== GIVEN DATA ==

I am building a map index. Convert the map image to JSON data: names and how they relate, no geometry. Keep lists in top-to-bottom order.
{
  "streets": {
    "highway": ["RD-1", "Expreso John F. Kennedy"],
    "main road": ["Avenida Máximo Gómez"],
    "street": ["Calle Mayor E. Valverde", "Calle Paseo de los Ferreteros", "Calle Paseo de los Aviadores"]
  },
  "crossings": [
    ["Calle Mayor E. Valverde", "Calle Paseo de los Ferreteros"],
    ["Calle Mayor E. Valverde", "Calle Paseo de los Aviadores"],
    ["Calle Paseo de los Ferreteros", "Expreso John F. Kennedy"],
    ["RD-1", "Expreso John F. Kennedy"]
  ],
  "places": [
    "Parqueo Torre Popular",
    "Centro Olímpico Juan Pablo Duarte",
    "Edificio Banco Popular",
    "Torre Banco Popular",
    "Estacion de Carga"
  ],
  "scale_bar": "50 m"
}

===

_TASK TO CARRY OUT_.
Retype every line of the listing above exactly as given.

_RESPONSE FOR THIS EXERCISE_.
I am building a map index. Convert the map image to JSON data: names and how they relate, no geometry. Keep lists in top-to-bottom order.
{
  "streets": {
    "highway": ["RD-1", "Expreso John F. Kennedy"],
    "main road": ["Avenida Máximo Gómez"],
    "street": ["Calle Mayor E. Valverde", "Calle Paseo de los Ferreteros", "Calle Paseo de los Aviadores"]
  },
  "crossings": [
    ["Calle Mayor E. Valverde", "Calle Paseo de los Ferreteros"],
    ["Calle Mayor E. Valverde", "Calle Paseo de los Aviadores"],
    ["Calle Paseo de los Ferreteros", "Expreso John F. Kennedy"],
    ["RD-1", "Expreso John F. Kennedy"]
  ],
  "places": [
    "Parqueo Torre Popular",
    "Centro Olímpico Juan Pablo Duarte",
    "Edificio Banco Popular",
    "Torre Banco Popular",
    "Estacion de Carga"
  ],
  "scale_bar": "50 m"
}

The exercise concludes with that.